**EXERCISE**
Whichever lines include the word "controls", copy them as they appear in the data.
*** Opening EXCERPTED DATA ***
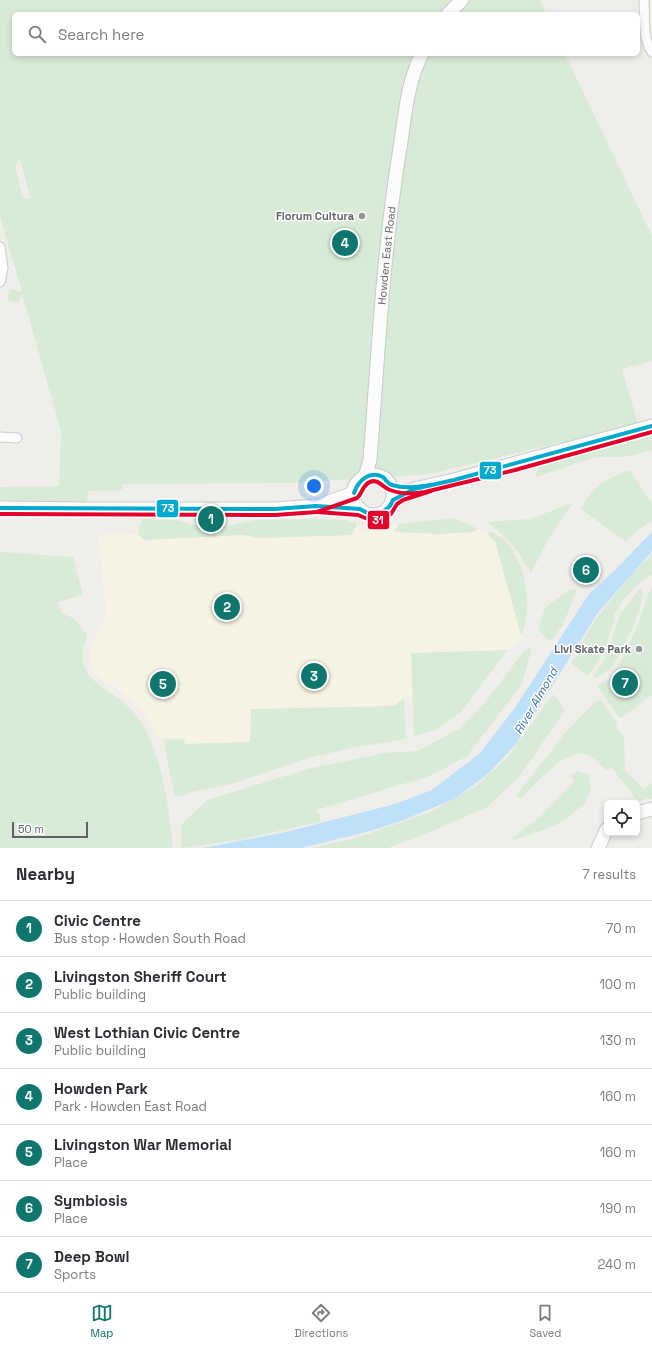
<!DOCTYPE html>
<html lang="en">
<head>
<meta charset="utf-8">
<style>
  :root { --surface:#fff; --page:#f7f7f7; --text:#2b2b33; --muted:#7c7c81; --line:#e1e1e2; --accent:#0f766e }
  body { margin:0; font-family:"Space Grotesk",sans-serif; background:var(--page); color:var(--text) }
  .controls { position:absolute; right:12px; bottom:12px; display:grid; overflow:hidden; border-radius:6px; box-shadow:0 2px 6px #0003 }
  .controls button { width:36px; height:36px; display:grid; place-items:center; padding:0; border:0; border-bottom:1px solid var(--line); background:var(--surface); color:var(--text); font:20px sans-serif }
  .scale { position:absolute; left:12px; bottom:10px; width:76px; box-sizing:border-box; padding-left:4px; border:2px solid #5f6368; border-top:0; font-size:11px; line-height:14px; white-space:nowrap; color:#5f6368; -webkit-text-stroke:3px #fff; paint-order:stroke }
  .you { position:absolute; left:314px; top:486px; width:14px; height:14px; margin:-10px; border:3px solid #fff; border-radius:50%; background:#1a73e8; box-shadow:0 0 0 6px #1a73e833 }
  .badge { display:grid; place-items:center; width:26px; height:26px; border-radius:50%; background:var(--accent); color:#fff; font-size:13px; font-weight:700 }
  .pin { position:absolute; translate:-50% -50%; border:2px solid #fff; box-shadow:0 1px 4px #0006 }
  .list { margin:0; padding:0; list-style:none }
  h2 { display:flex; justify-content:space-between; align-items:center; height:52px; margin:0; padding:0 16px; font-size:17px }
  h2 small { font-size:13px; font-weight:400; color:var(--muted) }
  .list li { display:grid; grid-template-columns:26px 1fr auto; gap:12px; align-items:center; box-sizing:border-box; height:56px; padding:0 16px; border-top:1px solid var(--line) }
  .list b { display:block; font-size:15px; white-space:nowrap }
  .list p { margin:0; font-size:13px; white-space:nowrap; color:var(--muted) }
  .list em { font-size:13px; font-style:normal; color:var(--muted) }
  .icon { flex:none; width:22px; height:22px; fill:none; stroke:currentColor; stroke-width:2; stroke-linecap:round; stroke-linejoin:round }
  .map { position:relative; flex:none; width:652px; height:848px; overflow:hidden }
  .search { position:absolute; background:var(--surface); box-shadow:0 2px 6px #0003; left:12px; right:12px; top:12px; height:44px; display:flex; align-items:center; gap:10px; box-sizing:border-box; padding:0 14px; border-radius:6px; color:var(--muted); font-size:15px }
  .sheet { height:444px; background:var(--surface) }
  nav { display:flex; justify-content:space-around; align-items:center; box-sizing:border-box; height:56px; border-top:1px solid var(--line); background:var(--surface); font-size:11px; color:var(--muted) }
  nav a { display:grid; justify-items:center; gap:2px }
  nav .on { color:var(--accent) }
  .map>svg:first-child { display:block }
  .commercial { fill:#f7f3e4 }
  .green { fill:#d8ebd6; fill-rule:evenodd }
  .water { fill:#bfe0f9 }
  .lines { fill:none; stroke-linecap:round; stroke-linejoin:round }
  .street-casing { stroke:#cbcccc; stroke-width:11 }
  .secondary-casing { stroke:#cacacb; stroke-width:15 }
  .street { stroke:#fdfcfc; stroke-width:9 }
  .secondary { stroke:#fdfcfc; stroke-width:13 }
  .bus-1-casing { stroke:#fff; stroke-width:7 }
  .bus-2-casing { stroke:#fff; stroke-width:7 }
  .bus-1 { stroke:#00a9ce; stroke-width:4 }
  .bus-2 { stroke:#e4002b; stroke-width:4 }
  .poi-dot { fill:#919496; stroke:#fff; stroke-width:1.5 }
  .labels { text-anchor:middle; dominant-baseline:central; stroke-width:3; stroke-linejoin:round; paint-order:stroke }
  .poi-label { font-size:11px; font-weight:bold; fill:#5f6368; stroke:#fff; text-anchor:end }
  .street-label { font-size:11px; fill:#5f6368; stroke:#fff }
  .water-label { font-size:12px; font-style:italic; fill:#4174aa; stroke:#fff }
  .line-badge { stroke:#fff; stroke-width:1.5 }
  .badge-label { font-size:11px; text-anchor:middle; font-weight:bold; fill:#fff }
</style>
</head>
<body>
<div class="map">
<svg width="652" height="848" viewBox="0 0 652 848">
  <rect width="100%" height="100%" fill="#efeeea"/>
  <path class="commercial" d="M 357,524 L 363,532 L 399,524 L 395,532 L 439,534 L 474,532 L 478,529 L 490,531 L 487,534 L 495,541 L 521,635 L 518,642 L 507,650 L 412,653 L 413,696 L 404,698 L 394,706 L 251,709 L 251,742 L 185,744 L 184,737 L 158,737 L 143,711 L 114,686 L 105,683 L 97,676 L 92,667 L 90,657 L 91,646 L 104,621 L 106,607 L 98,535 L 138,534 L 144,540 L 242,535 L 261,538 L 351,535 Z"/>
  <g class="green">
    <path d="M 0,0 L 540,0 L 546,14 L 14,14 L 14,54 L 565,54 L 652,236 L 652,361 L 622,369 L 638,424 L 430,474 L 295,483 L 122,484 L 123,490 L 88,491 L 87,501 L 62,503 L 0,501 L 0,487 L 59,486 L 61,431 L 22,293 L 18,303 L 7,300 L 10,289 L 22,292 L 0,216 ZM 20,158 L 30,198 L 23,198 L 15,166 Z"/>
    <path d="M 652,432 L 652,450 L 625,457 L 596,457 L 535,477 L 541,461 Z"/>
    <path d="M 630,470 L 652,504 L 652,520 L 625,541 L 581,509 C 585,502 589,495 594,490 C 603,480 617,475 630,470 Z"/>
    <path d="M 573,503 L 549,538 L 531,573 L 517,550 L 503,535 L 487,522 L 529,519 Z"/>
    <path d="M 455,518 L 478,529 L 474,532 L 439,534 L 394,532 L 399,524 Z"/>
    <path d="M 142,519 L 176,520 L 202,527 L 228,526 L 254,520 L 304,519 L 347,520 L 357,524 L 352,535 L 261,538 L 242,535 L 144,540 L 138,534 Z"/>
    <path d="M 490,531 C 495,534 500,537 504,540 C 523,557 530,594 526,618 C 525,624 525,631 521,635 L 495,541 L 487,534 Z"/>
    <path d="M 0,552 L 73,557 L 83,595 L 58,602 L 61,613 L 73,618 L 87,635 C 85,643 82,651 83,659 C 84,679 105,688 118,698 C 130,707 141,720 147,733 C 164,769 169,809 173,848 L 0,848 Z"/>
    <path d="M 652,554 L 652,574 C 633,585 624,598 613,617 L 615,618 C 610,636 601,663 587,676 L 571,663 L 579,652 L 578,649 L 578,648 L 598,616 L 633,573 Z"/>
    <path d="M 652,587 L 652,695 L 620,719 L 597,685 L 609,679 L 622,659 L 638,625 L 649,592 Z"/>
    <path d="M 577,589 L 563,625 L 550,641 L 538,630 L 545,608 L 567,591 Z"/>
    <path d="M 640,589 L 642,589 L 643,598 L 641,600 C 643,610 618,659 611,668 C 607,673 601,675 595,678 L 593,677 L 603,662 L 620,615 Z"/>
    <path d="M 532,647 L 522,684 L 466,757 L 430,776 L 316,810 L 321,816 L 319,822 L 243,839 L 181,848 L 181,825 L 207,800 L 308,769 L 385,753 L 418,751 L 459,729 L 487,700 L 524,651 Z"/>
    <path d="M 507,650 L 461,712 L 434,731 L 414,736 L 411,653 Z"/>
    <path d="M 553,694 L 565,710 L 519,777 L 486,808 L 418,837 L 388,848 L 312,848 L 353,839 L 431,812 L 476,786 L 507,758 Z"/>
    <path d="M 404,698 L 406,738 L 400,740 L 351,748 L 308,758 L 231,784 L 191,792 L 184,796 L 175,797 L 163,740 L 184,739 L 185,744 L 250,742 L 251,709 L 394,706 Z"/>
    <path d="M 599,700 L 601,700 L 617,723 L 616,726 L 624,737 L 625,771 L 644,789 L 652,783 L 652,799 L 649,799 L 648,798 L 641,801 L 636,799 L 612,768 L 607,770 C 601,766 596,760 590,756 C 568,744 536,784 522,797 L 518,798 L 516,796 L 565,733 L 596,701 Z"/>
    <path d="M 577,771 L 589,774 L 591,788 L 586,802 L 564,821 L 552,827 L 514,840 L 512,838 L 539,818 L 575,781 L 570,775 Z"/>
  </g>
  <path class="water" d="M 652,532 L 652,551 L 597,614 L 516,744 L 488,774 L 454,799 L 401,821 L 370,831 L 301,848 L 203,848 L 286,832 L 395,804 L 432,790 L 480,753 L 514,709 L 589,594 L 614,571 Z"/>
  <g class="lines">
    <defs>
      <g id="street">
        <path d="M 644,0 C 645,17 642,38 652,52"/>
        <path d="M 0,247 L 3,268 L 0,282"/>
        <path d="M 0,437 L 17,438"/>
      </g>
      <g id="secondary">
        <path d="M 448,14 L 462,0"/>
        <circle cx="373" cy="495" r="20"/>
        <path id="s1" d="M 365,477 L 370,460 C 378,356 383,251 400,148 C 405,117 407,82 422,54"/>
        <path d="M 393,500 L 414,489 L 454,480 L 652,426"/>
        <path d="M 323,504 L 354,493"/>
        <path d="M 0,508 L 89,509 L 275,509 L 316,506 L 360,509"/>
        <path d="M 637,813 L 652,809"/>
        <path d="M 598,848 L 607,829"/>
      </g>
    </defs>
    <use href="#street" class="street-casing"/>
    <use href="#secondary" class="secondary-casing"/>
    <use href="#street" class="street"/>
    <use href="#secondary" class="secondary"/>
    <defs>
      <g id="bus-1">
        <path d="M 354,493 C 358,481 369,470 383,477 C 386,480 388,484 392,485 C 405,489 418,487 430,485"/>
        <path d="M 0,508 L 275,509 L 316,506 L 360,509 L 369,514 L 380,514 L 390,506 L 393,500 L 414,489 L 454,480 L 652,426"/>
      </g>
      <g id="bus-2">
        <path d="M 317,512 L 358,515 L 370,520 L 381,520 L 391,514 L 397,504 L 403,500 L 431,491"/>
        <path d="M 0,514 L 275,515 L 317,512 L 357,498 C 362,494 362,487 368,483 C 377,477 382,487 390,490 C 401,494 414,494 425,492 L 515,470 L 652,432"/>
      </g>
    </defs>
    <use href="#bus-1" class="bus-1-casing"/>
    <use href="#bus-2" class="bus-2-casing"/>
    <use href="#bus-1" class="bus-1"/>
    <use href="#bus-2" class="bus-2"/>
  </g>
  <g class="poi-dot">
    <circle cx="362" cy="216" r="4"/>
    <circle cx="639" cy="649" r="4"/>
  </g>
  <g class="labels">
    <g class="poi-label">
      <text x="354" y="216">Florum Cultura</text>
      <text x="631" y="649">Livi Skate Park</text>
    </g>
    <g class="street-label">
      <text stroke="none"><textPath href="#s1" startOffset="223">Howden East Road</textPath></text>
    </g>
    <g class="water-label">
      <text transform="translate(536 701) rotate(-60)">River Almond</text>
    </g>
  </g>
  <g class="line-badge">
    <rect x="479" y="461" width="23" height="19" rx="4" fill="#00a9ce"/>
    <rect x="156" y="499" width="23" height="19" rx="4" fill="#00a9ce"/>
    <rect x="367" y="510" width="23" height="20" rx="4" fill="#e4002b"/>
  </g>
  <g class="badge-label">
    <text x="490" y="474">73</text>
    <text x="168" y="512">73</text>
    <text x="378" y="524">31</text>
  </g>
</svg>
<div class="controls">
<button><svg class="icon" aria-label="locate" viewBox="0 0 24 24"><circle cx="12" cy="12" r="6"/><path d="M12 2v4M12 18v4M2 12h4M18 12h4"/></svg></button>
</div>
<div class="scale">50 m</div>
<div class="you"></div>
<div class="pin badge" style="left:211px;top:519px">1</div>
<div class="pin badge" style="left:227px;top:607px">2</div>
<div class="pin badge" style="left:314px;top:676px">3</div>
<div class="pin badge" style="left:345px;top:243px">4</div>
<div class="pin badge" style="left:163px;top:684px">5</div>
<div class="pin badge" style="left:586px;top:570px">6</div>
<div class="pin badge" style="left:625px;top:683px">7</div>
<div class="search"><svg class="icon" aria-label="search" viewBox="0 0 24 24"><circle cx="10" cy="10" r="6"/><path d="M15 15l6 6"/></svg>Search here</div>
</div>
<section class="sheet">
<h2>Nearby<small>7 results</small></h2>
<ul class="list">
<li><span class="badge">1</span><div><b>Civic Centre</b><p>Bus stop · Howden South Road</p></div><em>70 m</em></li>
<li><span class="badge">2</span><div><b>Livingston Sheriff Court</b><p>Public building</p></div><em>100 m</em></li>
<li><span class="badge">3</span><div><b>West Lothian Civic Centre</b><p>Public building</p></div><em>130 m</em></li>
<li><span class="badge">4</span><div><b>Howden Park</b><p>Park · Howden East Road</p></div><em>160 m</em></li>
<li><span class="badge">5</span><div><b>Livingston War Memorial</b><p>Place</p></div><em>160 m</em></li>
<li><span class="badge">6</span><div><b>Symbiosis</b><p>Place</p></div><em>190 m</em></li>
<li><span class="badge">7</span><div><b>Deep Bowl</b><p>Sports</p></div><em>240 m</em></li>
</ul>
</section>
<nav>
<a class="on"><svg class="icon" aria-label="map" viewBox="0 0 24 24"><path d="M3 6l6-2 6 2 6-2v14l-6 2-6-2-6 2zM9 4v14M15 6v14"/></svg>Map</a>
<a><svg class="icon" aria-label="directions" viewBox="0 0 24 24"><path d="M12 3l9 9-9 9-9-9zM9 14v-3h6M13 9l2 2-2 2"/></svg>Directions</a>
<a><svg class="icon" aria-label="saved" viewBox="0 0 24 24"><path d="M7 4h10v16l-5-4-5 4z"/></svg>Saved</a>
</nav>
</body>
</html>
*** Closing EXCERPTED DATA ***
**EXPECTED ANSWER**
  .controls { position:absolute; right:12px; bottom:12px; display:grid; overflow:hidden; border-radius:6px; box-shadow:0 2px 6px #0003 }
  .controls button { width:36px; height:36px; display:grid; place-items:center; padding:0; border:0; border-bottom:1px solid var(--line); background:var(--surface); color:var(--text); font:20px sans-serif }
<div class="controls">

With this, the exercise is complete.